Structure of models

The modeling approach implemented in this study is a thermodynamic-based modeling approach, similar to models used in previous studies (Zinzen et al., 2006; Segal et al., 2008; Fakhouri et al 2010; He et al., 2010;). These models are derived using the law of mass action and thermodynamic equilibrium assumptions. They take information regarding the number and arrangement of TF binding sites, as well as TF concentrations, and output predicted levels of gene expression.

Here, we use thermodynamic models that assume RNA polymerase (RNAP) is recruited by bound TFs, and thus model transcriptional output as proportional to the probability of the enhancer being in an ‘active state’. Other assumptions used by all models tested in this manuscript include:

An ‘active state’ is defined as any state of the enhancer with at least one activator bound and any repressor(s) bound are not actively repressing (quenching) the bound activator(s),

TF binding affinities are directly proportional to PWM scores obtained using MAST, with one proportionality (scaling) constant per TF,

interactions (i.e. cooperativity and quenching) only occur between adjacently bound TFs,

and TFs can not bind simultaneously to overlapping binding sites; competitive binding occurs.

To test different hypotheses about biochemical mechanisms of transcription factor activity on enhancers, several different schemes involving transcription factor cooperativity and short-range repression were implemented in our modeling effort. To create models that considered the diverse cooperativity and repression (referred to as quenching) relationships we propose, all possible pair-wise combinations of the fifteen cooperativity and eight quenching approaches were considered, generating 120 different models.

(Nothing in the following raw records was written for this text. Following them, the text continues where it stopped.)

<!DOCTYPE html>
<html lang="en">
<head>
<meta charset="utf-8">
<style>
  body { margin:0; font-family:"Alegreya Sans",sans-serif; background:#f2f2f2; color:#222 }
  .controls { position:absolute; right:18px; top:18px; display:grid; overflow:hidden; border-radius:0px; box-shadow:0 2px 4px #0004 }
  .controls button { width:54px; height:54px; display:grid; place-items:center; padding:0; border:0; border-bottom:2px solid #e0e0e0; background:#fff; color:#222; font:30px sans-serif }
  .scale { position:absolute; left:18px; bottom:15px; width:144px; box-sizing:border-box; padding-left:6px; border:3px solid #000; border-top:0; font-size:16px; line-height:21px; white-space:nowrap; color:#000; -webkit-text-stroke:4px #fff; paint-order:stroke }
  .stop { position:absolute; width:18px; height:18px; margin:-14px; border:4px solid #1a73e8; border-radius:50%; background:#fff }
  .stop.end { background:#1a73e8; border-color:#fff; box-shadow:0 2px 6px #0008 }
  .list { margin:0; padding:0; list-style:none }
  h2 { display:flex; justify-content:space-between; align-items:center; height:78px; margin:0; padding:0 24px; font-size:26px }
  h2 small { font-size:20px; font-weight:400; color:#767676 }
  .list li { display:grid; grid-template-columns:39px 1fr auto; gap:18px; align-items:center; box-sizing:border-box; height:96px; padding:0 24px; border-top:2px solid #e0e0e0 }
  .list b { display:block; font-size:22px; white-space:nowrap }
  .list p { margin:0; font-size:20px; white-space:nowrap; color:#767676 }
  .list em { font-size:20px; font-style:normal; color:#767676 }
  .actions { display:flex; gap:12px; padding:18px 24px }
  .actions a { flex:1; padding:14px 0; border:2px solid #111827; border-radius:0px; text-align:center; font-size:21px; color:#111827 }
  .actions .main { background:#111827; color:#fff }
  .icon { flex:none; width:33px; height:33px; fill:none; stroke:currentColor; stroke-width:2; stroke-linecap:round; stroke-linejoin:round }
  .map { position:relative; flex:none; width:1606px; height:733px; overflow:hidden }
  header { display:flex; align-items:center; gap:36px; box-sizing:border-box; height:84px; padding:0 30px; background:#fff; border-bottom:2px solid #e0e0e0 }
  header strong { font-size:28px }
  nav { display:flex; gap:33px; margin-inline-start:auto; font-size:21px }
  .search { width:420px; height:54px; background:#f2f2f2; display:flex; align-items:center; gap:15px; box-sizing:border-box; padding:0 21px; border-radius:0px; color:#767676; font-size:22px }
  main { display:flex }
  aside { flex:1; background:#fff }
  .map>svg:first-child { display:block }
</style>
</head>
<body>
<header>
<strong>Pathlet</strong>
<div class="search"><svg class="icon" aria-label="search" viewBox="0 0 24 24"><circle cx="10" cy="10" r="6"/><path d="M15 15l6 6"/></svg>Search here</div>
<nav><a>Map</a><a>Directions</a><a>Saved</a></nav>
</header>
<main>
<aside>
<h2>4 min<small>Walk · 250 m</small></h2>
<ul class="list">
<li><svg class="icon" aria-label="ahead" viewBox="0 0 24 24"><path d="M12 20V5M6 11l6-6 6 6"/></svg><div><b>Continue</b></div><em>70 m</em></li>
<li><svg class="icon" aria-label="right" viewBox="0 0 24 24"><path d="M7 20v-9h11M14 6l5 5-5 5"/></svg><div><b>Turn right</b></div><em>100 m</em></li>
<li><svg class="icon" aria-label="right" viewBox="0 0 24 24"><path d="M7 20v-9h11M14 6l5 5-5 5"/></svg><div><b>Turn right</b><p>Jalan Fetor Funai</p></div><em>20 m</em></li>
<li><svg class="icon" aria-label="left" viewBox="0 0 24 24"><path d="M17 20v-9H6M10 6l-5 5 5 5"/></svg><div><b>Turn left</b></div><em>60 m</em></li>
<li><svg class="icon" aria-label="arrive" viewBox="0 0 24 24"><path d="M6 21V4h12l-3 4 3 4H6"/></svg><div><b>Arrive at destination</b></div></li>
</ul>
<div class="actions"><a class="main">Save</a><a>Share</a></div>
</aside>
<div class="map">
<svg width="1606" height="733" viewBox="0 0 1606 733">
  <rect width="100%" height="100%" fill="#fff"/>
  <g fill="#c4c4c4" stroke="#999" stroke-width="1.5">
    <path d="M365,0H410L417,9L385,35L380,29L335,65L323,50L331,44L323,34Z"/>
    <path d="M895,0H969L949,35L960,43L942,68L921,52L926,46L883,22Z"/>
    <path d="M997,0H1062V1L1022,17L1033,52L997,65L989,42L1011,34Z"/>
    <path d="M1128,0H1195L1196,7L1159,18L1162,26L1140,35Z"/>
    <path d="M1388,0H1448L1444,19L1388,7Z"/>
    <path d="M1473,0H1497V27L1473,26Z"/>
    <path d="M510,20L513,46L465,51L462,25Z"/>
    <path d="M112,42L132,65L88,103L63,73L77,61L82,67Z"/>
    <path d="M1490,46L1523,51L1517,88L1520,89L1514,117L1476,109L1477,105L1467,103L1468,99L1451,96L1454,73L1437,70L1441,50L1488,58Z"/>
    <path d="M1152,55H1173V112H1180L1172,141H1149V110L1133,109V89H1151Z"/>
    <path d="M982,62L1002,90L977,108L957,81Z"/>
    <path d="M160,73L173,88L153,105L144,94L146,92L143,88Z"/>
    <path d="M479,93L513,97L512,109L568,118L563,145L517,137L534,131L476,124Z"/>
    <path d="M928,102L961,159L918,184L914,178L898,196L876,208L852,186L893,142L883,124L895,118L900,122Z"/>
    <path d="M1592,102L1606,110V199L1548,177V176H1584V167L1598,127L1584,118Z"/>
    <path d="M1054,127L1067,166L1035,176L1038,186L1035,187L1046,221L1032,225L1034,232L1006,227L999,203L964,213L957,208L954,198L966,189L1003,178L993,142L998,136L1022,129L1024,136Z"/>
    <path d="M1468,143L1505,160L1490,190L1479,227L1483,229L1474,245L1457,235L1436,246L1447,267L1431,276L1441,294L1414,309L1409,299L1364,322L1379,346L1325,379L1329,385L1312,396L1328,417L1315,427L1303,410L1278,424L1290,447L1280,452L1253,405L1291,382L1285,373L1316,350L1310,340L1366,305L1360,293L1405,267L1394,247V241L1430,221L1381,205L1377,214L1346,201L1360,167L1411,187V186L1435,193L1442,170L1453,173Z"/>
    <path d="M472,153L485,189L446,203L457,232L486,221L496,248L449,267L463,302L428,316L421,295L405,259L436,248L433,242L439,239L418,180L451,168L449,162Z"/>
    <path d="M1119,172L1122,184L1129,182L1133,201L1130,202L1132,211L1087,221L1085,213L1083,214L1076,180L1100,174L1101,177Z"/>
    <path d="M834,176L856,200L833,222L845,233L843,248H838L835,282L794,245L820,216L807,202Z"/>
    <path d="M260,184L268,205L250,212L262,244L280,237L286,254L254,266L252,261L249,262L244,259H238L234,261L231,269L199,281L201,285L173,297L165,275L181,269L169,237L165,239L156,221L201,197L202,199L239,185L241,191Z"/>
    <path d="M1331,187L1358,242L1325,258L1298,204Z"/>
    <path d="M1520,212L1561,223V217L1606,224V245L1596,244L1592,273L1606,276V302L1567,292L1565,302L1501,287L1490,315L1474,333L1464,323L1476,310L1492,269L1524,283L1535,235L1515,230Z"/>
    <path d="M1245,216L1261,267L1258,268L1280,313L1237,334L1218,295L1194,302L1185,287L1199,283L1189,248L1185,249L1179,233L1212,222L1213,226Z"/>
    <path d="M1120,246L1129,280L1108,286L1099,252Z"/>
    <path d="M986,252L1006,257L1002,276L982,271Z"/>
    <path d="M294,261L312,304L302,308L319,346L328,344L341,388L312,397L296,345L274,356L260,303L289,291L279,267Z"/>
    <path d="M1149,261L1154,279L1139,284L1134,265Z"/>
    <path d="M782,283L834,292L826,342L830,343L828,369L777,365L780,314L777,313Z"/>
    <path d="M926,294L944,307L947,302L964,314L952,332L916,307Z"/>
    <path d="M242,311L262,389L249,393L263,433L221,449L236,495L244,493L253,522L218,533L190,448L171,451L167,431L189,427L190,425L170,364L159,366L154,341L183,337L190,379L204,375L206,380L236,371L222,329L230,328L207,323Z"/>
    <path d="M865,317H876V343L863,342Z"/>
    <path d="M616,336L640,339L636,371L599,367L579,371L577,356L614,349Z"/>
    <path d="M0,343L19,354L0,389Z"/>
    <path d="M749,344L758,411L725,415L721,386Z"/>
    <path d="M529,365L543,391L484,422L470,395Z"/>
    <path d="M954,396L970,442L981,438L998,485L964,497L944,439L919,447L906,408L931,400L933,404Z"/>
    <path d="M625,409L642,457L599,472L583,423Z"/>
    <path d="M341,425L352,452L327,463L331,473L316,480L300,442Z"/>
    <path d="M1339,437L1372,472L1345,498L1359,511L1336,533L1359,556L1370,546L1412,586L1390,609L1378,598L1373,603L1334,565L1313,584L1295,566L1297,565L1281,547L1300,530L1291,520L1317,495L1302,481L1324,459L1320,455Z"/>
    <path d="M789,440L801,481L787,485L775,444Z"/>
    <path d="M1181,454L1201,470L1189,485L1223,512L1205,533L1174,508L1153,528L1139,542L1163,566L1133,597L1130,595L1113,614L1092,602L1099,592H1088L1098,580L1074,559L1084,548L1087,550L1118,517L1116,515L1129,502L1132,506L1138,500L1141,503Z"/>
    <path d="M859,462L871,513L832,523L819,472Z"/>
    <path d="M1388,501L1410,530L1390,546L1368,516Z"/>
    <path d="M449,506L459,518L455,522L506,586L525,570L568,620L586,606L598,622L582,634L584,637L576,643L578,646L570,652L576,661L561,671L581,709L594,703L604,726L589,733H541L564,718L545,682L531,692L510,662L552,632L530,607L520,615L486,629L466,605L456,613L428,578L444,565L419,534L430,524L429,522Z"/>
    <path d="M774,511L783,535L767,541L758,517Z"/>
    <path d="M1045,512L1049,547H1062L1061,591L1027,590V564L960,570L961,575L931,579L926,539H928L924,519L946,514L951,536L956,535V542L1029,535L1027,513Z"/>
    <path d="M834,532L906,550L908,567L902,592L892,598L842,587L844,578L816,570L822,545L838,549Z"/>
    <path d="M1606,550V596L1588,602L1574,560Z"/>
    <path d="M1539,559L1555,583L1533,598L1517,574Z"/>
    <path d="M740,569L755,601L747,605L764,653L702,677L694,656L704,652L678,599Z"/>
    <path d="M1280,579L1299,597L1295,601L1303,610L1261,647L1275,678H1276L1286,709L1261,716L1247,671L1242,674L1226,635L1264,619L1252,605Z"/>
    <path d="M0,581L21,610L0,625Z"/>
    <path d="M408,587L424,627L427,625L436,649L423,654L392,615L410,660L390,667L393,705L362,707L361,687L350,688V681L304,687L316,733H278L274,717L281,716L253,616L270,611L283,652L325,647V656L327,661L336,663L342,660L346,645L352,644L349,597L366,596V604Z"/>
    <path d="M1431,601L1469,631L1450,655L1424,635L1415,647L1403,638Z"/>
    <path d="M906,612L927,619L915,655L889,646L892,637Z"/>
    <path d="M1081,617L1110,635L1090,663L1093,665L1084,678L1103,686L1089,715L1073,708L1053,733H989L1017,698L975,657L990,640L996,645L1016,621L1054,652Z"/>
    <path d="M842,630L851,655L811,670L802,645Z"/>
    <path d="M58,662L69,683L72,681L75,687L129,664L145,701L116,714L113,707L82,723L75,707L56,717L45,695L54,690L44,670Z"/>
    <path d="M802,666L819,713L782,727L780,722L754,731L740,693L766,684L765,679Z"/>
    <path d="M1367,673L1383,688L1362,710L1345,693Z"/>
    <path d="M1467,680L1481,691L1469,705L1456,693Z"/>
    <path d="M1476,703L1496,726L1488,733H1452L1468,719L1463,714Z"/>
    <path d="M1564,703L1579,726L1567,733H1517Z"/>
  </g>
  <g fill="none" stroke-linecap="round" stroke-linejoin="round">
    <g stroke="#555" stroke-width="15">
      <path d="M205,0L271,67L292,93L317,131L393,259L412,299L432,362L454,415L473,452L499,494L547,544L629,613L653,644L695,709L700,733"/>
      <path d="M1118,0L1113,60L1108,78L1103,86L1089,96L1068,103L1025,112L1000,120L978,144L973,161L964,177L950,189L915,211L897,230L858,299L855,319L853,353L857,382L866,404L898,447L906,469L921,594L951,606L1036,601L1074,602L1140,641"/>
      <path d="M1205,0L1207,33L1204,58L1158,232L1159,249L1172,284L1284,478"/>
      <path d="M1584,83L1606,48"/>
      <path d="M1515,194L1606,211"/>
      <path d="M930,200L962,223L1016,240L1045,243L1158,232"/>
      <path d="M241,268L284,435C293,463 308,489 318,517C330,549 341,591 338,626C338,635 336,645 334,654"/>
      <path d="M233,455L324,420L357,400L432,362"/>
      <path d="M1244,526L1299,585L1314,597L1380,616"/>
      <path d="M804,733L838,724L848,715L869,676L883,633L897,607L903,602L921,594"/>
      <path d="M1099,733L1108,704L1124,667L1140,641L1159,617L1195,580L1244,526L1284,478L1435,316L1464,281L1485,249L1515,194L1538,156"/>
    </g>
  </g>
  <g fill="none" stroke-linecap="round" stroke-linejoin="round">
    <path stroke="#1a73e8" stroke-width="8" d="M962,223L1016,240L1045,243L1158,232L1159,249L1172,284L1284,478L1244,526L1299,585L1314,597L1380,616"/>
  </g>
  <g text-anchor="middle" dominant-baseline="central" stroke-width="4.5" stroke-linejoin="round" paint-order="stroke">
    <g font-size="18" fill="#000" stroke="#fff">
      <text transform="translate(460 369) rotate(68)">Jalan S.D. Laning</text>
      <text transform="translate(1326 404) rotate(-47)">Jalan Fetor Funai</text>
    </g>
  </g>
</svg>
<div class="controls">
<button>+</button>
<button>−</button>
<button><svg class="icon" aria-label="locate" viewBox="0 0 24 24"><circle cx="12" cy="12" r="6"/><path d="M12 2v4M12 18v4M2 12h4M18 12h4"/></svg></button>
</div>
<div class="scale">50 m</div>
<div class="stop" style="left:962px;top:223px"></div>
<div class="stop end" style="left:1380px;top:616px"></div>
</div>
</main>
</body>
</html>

For short-range repression, we used three continuous functions (Linear-Q2, Logistic-Q3 and Gaussian Decay-Q4) to describe change in repressor activity the percentage of time that the repressor is actively repressing (or quenching) an adjacently bound activator, as a function of the distance, d, in base pairs, from the repressor binding site to the activator binding site.

Linear f(d)= a+bd

Logistic Decay f(d) = 2a/(1+e^(d/b))

Gaussian Decay f(d) = ae^(-dd/b)

When implemented, a=1 and b>0 is a model parameter for quenching functions. For cooperativity functions, ‘a’ and ‘b’ are both model parameters. An alternative approach involved 'binning' distances between activators and repressors. We fit quenching parameters (Q) for each of the bins. We also used the non-monotonic 'quenching' function (Q1) derived from our analysis of short-range repression by the Giant protein in synthetic enhancer constructs (Hansen et al., 2003; Fakhouri et al., 2010; Suleimenov et al., 2013).

The binned quenching schemes are described as follows. The distances between binding sites were calculated from the center of the binding sites. Because of minimal center-to-center distances between Snail and Twist or Dorsal, the actual minimal distance possible is 11 bp in the wild-type rho enhancer sequence.

Scheme Q5: q1: 1–25 bp, q2: 26–50 bp, q3: 51–75 bp, q4: 76–100 bp

Scheme Q6: q1: 1–35 bp, q2: 36–70 bp, q3: 71–105, q4: 106–140 bp

Scheme Q7: q1: 1–45 bp, q2: 46–90 bp, q3: 91–135, q4: 136–180 bp

Scheme Q8: q1: 1–10 bp, q2: 11–20 bp… q9: 81–90 bp, q10: 91–100 bp

For cooperativity functions, we use the same functions as above (1–3) to describe the multiplicative effect of cooperative binding between two adjacently bound activators, as a function of the distance, d, in base pairs, between the activator binding sites. When implemented as cooperativity functions, a>0 and b>0 are both model parameters.

We considered two different ways of estimating cooperativity between transcription factors: heterotypic (between Dorsal and Twist) and homotypic (Dorsal-Dorsal, Twist-Twist, or Snail-Snail). We tested three different continuous functions (Linear-C1, Logistic-C2 and Gaussian Decay-C3), which were parameterized with a single pair of parameters for all homotypic interactions, and separate values for Dorsal-Twist cooperativity. Additional models with 'binned' distances were also considered. For each of the binned schemes, we used a simpler form in which all homotypic interactions are parameterized with the same values, and a more complex form where each type of protein interaction for a given bin size receives distinct parameters. Each of these schemes therefore generates two model forms – binned and protein-binned respectively.

Schemes C4 and C10: c1: 1–25 bp, c2: >25 bp

Schemes C5 and C11: c1: 1–50 bp, c2: >50 bp

Schemes C6 and C12: c1: 1–75 bp, c2: >75 bp

Schemes C7 and C13: c1: 1–50 bp, c2: 51–100 bp, c3: >101 bp

Schemes C8 and C14: c1: 1–60 bp, c2: 61–120 bp, c3: >121 bp

Schemes C9 and C15: c1: 1–70 bp, c2: 71–140 bp, c3: >141 bp

For a summary of parameters in each model, see Table 1.